What is Graph Database?What is Graph Database?Apr 14, 2025 am 11:19 AM

Graph Databases: Revolutionizing Data Management Through Relationships As data expands and its characteristics evolve across various fields, graph databases are emerging as transformative solutions for managing interconnected data. Unlike traditional

LLM Routing: Strategies, Techniques, and Python ImplementationLLM Routing: Strategies, Techniques, and Python ImplementationApr 14, 2025 am 11:14 AM

Large Language Model (LLM) Routing: Optimizing Performance Through Intelligent Task Distribution The rapidly evolving landscape of LLMs presents a diverse range of models, each with unique strengths and weaknesses. Some excel at creative content gen

See all articles

Hot AI Tools

Undresser.AI Undress

Undresser.AI Undress

AI-powered app for creating realistic nude photos

AI Clothes Remover

AI Clothes Remover

Online AI tool for removing clothes from photos.

Undress AI Tool

Undress AI Tool

Undress images for free

Clothoff.io

Clothoff.io

AI clothes remover

AI Hentai Generator

AI Hentai Generator

Generate AI Hentai for free.

Hot Article

R.E.P.O. Energy Crystals Explained and What They Do (Yellow Crystal)
4 weeks agoBy尊渡假赌尊渡假赌尊渡假赌
R.E.P.O. Best Graphic Settings
4 weeks agoBy尊渡假赌尊渡假赌尊渡假赌
R.E.P.O. How to Fix Audio if You Can't Hear Anyone
4 weeks agoBy尊渡假赌尊渡假赌尊渡假赌
WWE 2K25: How To Unlock Everything In MyRise
1 months agoBy尊渡假赌尊渡假赌尊渡假赌

Hot Tools

Safe Exam Browser

Safe Exam Browser

Safe Exam Browser is a secure browser environment for taking online exams securely. This software turns any computer into a secure workstation. It controls access to any utility and prevents students from using unauthorized resources.

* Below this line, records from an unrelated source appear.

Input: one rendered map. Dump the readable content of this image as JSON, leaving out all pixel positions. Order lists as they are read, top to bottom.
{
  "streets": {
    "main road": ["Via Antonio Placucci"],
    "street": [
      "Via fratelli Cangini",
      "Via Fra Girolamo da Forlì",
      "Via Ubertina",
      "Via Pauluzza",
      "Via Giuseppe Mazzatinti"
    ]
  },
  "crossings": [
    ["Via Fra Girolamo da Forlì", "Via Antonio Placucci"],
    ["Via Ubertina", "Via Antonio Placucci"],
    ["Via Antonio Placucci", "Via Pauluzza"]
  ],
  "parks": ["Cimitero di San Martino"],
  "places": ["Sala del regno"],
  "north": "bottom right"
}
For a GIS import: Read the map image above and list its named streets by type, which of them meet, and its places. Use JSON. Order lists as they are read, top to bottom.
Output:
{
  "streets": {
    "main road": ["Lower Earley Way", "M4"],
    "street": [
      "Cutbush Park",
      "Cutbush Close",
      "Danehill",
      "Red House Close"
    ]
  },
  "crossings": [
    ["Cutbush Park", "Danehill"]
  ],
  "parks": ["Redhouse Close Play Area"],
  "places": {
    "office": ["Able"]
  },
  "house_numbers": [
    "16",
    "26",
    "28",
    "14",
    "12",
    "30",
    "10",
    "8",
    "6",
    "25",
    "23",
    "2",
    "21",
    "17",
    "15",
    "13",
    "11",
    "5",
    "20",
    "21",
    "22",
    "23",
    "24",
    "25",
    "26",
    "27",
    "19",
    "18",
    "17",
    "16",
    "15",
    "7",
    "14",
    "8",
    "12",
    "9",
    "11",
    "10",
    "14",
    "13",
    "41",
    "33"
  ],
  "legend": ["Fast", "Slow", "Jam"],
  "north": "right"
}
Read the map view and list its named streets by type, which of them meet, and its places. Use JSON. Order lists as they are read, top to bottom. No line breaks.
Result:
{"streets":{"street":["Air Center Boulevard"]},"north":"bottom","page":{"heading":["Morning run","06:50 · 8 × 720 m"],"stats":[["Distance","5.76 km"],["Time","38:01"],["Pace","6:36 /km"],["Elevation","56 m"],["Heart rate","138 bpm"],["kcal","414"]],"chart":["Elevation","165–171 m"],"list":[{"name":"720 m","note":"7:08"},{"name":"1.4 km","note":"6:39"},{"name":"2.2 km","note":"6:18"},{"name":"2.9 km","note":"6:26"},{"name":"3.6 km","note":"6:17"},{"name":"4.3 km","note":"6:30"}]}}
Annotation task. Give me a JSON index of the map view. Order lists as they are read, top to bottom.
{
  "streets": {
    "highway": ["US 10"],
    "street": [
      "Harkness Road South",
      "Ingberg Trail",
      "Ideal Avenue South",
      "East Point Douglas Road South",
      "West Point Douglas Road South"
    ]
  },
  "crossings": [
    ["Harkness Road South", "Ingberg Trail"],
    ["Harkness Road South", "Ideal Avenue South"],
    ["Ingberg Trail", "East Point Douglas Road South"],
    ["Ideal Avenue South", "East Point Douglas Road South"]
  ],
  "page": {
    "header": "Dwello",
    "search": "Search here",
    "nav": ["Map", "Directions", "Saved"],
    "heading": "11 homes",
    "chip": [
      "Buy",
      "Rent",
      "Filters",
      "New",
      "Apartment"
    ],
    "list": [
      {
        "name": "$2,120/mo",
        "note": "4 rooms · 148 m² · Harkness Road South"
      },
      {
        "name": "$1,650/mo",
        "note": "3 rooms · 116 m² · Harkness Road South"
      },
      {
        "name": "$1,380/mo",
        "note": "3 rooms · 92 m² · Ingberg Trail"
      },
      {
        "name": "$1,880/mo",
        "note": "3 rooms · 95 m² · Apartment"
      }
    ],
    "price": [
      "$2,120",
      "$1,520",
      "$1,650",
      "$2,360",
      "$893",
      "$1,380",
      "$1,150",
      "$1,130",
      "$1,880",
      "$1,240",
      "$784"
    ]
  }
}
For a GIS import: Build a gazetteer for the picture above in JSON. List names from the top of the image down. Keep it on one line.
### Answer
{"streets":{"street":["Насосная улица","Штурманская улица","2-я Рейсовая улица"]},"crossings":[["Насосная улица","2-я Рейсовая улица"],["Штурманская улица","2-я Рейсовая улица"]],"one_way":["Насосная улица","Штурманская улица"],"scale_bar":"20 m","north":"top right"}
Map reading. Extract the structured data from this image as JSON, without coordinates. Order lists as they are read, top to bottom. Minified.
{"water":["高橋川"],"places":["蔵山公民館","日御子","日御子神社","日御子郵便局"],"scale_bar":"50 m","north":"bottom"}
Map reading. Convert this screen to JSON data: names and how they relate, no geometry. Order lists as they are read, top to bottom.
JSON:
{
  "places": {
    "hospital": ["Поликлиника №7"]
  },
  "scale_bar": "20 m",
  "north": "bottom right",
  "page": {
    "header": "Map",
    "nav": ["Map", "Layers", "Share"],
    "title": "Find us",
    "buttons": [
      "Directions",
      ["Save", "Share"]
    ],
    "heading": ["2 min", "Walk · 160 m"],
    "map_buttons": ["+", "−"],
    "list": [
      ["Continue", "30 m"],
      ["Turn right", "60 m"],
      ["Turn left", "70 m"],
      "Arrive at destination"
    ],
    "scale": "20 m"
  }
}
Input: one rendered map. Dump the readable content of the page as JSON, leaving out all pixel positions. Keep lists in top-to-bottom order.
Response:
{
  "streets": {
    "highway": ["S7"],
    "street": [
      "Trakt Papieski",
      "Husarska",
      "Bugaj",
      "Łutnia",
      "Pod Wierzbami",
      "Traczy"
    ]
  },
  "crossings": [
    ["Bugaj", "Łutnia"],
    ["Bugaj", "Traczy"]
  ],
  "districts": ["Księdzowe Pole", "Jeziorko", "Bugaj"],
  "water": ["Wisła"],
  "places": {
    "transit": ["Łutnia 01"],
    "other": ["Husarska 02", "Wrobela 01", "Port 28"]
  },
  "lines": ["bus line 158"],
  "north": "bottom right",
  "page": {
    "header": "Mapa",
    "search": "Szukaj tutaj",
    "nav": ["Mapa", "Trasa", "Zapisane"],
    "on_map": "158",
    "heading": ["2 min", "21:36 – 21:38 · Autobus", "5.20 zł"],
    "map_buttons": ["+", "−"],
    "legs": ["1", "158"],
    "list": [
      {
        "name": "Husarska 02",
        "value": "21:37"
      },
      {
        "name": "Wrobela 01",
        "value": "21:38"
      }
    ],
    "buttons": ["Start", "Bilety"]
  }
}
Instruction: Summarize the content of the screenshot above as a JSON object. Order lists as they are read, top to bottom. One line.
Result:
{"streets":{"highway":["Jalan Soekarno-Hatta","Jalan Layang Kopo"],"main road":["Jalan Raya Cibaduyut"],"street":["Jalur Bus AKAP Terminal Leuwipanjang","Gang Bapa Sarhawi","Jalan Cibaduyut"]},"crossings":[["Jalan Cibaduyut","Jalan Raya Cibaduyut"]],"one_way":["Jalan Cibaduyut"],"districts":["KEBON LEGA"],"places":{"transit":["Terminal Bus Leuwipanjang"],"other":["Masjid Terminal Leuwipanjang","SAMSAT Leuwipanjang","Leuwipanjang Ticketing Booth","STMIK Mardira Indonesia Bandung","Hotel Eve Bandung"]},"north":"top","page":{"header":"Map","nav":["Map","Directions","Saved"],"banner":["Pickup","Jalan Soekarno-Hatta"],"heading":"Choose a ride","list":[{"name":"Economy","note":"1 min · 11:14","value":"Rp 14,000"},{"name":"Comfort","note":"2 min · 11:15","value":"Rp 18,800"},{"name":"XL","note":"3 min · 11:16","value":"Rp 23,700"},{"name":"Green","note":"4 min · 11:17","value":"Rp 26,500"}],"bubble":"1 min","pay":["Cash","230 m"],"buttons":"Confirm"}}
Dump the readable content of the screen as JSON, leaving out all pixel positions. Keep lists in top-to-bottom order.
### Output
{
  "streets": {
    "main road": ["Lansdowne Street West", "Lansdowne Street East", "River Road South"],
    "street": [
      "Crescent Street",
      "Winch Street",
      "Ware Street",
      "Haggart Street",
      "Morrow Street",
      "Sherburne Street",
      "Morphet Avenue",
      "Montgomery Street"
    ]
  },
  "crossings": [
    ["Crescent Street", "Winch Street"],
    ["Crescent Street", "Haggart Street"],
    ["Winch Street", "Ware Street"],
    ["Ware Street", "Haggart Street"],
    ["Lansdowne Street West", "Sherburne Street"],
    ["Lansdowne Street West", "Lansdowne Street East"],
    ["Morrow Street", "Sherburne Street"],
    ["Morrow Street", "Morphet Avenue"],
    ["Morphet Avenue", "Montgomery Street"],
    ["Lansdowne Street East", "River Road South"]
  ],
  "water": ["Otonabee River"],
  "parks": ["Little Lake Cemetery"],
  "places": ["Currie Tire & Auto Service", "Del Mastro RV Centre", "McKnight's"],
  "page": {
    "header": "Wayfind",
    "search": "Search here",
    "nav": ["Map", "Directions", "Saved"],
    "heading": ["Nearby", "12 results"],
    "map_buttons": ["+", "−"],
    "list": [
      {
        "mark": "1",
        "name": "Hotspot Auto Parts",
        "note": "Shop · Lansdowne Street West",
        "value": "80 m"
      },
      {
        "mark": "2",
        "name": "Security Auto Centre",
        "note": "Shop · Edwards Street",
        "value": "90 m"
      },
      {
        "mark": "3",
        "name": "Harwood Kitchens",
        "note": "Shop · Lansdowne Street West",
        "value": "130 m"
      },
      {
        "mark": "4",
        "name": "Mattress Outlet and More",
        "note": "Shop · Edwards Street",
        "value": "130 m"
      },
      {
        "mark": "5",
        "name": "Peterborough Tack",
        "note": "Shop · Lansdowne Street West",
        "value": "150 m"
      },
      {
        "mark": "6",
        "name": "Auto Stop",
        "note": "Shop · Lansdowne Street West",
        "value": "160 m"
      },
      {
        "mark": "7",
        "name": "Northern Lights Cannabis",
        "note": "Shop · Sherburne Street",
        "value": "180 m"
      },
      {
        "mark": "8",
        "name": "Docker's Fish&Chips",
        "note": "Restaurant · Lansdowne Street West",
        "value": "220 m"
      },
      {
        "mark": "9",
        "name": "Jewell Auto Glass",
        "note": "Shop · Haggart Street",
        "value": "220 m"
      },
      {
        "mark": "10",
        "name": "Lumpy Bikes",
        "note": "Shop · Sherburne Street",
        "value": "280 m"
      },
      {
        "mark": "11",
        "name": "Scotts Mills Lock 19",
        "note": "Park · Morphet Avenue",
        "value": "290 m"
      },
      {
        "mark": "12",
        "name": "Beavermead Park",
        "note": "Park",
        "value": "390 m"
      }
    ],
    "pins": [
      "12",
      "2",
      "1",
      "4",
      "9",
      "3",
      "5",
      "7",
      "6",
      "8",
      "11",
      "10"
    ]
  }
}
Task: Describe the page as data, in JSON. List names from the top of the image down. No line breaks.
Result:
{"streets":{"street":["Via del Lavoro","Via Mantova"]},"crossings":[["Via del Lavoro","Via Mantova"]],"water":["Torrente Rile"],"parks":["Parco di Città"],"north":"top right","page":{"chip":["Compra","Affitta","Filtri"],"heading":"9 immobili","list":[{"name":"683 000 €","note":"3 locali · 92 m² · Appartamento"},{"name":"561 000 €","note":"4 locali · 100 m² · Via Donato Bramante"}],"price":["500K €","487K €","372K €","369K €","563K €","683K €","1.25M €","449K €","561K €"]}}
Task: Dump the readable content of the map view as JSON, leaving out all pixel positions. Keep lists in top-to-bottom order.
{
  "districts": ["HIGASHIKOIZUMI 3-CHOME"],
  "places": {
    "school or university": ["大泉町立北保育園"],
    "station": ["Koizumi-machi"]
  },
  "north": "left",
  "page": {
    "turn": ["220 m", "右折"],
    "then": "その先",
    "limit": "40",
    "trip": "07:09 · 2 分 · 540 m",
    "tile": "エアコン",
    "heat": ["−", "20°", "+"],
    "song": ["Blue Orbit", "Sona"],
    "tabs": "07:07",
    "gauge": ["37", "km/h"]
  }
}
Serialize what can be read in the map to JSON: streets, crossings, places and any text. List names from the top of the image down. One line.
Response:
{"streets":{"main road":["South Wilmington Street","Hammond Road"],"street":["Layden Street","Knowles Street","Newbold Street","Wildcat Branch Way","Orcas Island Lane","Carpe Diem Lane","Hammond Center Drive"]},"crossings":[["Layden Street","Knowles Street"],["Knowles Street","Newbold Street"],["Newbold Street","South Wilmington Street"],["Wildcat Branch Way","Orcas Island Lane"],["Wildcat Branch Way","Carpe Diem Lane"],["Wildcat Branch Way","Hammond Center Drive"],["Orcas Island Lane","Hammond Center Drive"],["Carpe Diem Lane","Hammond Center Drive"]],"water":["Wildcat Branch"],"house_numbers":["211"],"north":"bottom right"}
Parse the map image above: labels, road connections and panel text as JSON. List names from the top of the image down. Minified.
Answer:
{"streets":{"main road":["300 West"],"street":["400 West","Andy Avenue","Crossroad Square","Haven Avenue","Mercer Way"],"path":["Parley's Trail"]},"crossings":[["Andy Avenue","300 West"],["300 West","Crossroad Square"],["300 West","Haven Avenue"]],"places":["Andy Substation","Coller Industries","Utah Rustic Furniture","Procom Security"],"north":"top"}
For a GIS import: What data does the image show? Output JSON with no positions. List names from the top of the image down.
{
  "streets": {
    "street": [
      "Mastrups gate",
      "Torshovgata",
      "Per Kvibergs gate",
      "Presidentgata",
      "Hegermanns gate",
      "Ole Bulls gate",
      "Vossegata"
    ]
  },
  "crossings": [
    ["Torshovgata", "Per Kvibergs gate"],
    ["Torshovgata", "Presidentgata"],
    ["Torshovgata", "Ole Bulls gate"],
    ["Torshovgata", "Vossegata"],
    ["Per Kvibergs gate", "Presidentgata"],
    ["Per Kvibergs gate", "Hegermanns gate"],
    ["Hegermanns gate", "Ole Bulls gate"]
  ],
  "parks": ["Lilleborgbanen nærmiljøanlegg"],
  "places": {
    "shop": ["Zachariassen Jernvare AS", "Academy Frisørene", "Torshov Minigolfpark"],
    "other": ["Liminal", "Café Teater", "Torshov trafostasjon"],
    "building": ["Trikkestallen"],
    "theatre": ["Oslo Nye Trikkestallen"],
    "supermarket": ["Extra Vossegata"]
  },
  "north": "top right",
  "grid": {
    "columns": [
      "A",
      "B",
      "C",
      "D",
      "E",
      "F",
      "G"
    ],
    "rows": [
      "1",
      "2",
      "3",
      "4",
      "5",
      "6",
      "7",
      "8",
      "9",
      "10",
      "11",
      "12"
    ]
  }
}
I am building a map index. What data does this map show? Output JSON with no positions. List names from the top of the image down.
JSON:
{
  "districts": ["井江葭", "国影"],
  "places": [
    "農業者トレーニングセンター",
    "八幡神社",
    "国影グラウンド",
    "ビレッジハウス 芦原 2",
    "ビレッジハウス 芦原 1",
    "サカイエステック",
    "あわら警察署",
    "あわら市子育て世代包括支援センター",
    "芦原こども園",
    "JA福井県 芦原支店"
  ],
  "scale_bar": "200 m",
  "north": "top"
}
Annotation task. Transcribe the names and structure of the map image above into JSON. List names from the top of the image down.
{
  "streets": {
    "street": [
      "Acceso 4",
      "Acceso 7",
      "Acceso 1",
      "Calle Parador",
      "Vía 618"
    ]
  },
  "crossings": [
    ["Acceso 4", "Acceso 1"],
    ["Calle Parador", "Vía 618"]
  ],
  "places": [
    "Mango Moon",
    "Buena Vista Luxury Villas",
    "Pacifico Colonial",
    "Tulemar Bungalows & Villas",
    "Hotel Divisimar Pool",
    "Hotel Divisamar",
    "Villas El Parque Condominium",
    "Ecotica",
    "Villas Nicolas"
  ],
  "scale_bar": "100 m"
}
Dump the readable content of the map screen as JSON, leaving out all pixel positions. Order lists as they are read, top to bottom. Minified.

EditPlus Chinese cracked version

EditPlus Chinese cracked version

Small size, syntax highlighting, does not support code prompt function

DVWA

DVWA

Damn Vulnerable Web App (DVWA) is a PHP/MySQL web application that is very vulnerable. Its main goals are to be an aid for security professionals to test their skills and tools in a legal environment, to help web developers better understand the process of securing web applications, and to help teachers/students teach/learn in a classroom environment Web application security. The goal of DVWA is to practice some of the most common web vulnerabilities through a simple and straightforward interface, with varying degrees of difficulty. Please note that this software

Dreamweaver CS6

Dreamweaver CS6

Visual web development tools

SAP NetWeaver Server Adapter for Eclipse

SAP NetWeaver Server Adapter for Eclipse

Integrate Eclipse with SAP NetWeaver application server.